Werden meine Arbeitszeitdaten in Zeiterfassung Pro sicher gespeichert?

Bei einer Zeiterfassungs-App sind Datenschutz und Datensicherung besonders wichtig, da die Einträge Rückschlüsse auf Arbeitszeiten und berufliche Abläufe zulassen können. Vor der Nutzung sollten die Angaben des Anbieters zu Speicherung, Synchronisierung, Backups und möglichen Cloud-Diensten gelesen werden. Außerdem empfiehlt es sich zu prüfen, welche Berechtigungen die App verlangt und ob Daten exportiert oder bei einem Gerätewechsel wiederhergestellt werden können.

Ist Zeiterfassung Pro kostenlos und gibt es Einschränkungen?

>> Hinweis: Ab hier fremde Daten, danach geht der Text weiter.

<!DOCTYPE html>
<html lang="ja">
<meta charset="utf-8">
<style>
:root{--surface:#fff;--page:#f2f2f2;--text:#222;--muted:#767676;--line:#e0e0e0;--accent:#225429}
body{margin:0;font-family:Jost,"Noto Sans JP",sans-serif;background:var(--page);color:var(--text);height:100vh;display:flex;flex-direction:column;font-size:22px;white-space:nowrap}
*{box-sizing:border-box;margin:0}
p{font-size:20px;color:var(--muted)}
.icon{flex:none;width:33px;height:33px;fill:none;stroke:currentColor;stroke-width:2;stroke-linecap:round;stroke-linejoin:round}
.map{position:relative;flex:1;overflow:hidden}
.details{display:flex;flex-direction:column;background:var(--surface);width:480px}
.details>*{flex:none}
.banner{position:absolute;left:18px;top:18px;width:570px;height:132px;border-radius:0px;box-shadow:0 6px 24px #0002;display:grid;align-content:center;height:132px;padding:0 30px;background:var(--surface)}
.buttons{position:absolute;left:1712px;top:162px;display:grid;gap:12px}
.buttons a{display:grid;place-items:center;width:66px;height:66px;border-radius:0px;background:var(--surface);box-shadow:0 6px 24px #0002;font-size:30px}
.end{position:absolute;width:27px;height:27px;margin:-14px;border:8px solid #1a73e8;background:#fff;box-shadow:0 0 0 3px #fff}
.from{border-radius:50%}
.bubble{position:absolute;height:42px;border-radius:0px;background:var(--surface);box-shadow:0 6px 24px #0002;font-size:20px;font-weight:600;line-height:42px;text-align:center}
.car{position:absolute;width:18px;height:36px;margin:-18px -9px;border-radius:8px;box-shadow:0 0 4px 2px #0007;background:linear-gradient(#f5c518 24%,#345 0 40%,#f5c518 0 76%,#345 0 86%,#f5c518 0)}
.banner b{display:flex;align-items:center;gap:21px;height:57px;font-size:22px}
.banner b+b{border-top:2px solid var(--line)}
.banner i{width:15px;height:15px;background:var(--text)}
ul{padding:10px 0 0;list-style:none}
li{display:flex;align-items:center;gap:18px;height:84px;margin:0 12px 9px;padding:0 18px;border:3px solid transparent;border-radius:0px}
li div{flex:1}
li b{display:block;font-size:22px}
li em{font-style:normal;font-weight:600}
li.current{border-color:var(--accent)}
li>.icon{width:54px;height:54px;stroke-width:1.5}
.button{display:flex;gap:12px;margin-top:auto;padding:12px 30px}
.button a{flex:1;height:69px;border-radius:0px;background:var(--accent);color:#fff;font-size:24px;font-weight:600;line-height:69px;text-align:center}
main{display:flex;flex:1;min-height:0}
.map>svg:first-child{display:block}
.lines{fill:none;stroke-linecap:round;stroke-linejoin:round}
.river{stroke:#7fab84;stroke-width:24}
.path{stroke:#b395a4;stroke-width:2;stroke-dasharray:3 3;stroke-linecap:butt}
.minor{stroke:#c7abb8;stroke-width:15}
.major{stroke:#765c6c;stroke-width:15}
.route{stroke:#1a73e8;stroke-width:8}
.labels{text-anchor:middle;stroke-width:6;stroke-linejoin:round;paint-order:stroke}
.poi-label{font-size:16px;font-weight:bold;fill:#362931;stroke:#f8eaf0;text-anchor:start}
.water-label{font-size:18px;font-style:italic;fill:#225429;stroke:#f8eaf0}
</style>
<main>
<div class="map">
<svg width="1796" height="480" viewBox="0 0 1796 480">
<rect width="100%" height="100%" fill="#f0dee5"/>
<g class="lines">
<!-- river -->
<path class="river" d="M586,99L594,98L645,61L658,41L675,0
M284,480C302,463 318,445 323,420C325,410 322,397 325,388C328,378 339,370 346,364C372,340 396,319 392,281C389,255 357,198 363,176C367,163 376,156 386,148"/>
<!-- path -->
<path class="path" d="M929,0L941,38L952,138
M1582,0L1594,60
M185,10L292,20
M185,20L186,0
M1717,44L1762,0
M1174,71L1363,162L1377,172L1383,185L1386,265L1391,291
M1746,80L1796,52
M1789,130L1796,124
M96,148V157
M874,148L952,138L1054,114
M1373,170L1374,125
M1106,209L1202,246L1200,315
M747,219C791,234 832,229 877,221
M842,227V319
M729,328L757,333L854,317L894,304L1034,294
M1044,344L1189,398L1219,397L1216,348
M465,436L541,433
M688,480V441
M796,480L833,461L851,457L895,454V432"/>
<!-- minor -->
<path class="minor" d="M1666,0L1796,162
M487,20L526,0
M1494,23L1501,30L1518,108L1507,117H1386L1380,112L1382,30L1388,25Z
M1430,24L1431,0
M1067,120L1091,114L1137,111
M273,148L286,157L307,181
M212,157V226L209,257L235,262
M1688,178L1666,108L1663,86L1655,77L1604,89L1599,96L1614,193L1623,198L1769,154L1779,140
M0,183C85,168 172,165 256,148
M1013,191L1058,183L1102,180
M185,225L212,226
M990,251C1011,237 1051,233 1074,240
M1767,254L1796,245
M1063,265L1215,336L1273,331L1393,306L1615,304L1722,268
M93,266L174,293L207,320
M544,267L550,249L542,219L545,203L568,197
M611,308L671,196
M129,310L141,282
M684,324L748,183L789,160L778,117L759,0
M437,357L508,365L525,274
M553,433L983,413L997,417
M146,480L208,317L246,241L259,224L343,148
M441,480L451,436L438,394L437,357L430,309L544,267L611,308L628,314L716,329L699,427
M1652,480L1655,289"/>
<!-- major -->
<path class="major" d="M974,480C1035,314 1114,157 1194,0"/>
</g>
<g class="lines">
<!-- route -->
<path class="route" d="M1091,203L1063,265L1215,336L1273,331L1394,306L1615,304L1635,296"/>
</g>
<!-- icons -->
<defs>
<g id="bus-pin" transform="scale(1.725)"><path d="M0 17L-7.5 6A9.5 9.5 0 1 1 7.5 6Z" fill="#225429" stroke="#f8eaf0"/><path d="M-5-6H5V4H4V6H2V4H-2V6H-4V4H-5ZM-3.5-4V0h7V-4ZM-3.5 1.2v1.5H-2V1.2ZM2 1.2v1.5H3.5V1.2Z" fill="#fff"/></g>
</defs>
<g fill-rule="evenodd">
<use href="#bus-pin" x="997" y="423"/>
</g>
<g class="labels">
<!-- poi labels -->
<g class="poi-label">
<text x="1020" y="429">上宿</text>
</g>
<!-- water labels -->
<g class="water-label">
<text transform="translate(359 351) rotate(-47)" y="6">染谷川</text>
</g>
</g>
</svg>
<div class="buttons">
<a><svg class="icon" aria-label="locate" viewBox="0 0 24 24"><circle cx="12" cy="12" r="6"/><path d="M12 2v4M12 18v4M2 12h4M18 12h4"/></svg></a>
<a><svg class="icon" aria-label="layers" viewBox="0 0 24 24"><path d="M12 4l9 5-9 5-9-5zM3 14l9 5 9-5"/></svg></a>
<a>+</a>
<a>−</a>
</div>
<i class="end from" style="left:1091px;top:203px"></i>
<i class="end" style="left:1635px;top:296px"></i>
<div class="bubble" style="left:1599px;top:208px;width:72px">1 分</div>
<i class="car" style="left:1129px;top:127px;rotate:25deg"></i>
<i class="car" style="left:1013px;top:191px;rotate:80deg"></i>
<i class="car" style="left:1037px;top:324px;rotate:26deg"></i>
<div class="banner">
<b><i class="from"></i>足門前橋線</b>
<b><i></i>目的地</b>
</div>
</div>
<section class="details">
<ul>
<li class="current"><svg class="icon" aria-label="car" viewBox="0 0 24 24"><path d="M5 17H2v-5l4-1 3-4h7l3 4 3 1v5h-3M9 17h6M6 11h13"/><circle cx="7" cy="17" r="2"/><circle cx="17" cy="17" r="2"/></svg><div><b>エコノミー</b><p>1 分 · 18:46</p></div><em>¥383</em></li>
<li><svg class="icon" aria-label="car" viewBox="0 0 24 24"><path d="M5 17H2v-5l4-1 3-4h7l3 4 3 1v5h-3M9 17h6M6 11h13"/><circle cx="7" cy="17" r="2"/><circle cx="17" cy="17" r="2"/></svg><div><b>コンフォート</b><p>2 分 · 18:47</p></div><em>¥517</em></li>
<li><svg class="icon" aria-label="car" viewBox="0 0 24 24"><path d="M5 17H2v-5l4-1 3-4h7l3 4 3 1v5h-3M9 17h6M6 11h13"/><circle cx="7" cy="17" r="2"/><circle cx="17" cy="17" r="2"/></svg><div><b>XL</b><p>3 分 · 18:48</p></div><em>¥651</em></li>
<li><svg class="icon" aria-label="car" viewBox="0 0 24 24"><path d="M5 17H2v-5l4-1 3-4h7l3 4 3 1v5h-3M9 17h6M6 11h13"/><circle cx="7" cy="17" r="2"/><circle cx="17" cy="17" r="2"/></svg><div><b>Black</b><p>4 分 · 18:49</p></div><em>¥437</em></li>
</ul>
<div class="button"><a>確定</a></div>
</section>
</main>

Ob Zeiterfassung Pro vollständig kostenlos genutzt werden kann, hängt vom aktuellen Angebot und der jeweiligen Plattformversion ab. Manche Funktionen können gratis verfügbar sein, während erweiterte Auswertungen, Synchronisierung oder zusätzliche Optionen kostenpflichtig sind. Auch Werbung oder In-App-Käufe sind möglich. Vor der Installation lohnt sich daher ein Blick auf die Store-Beschreibung, den Preisbereich und die Bedingungen für Abonnements.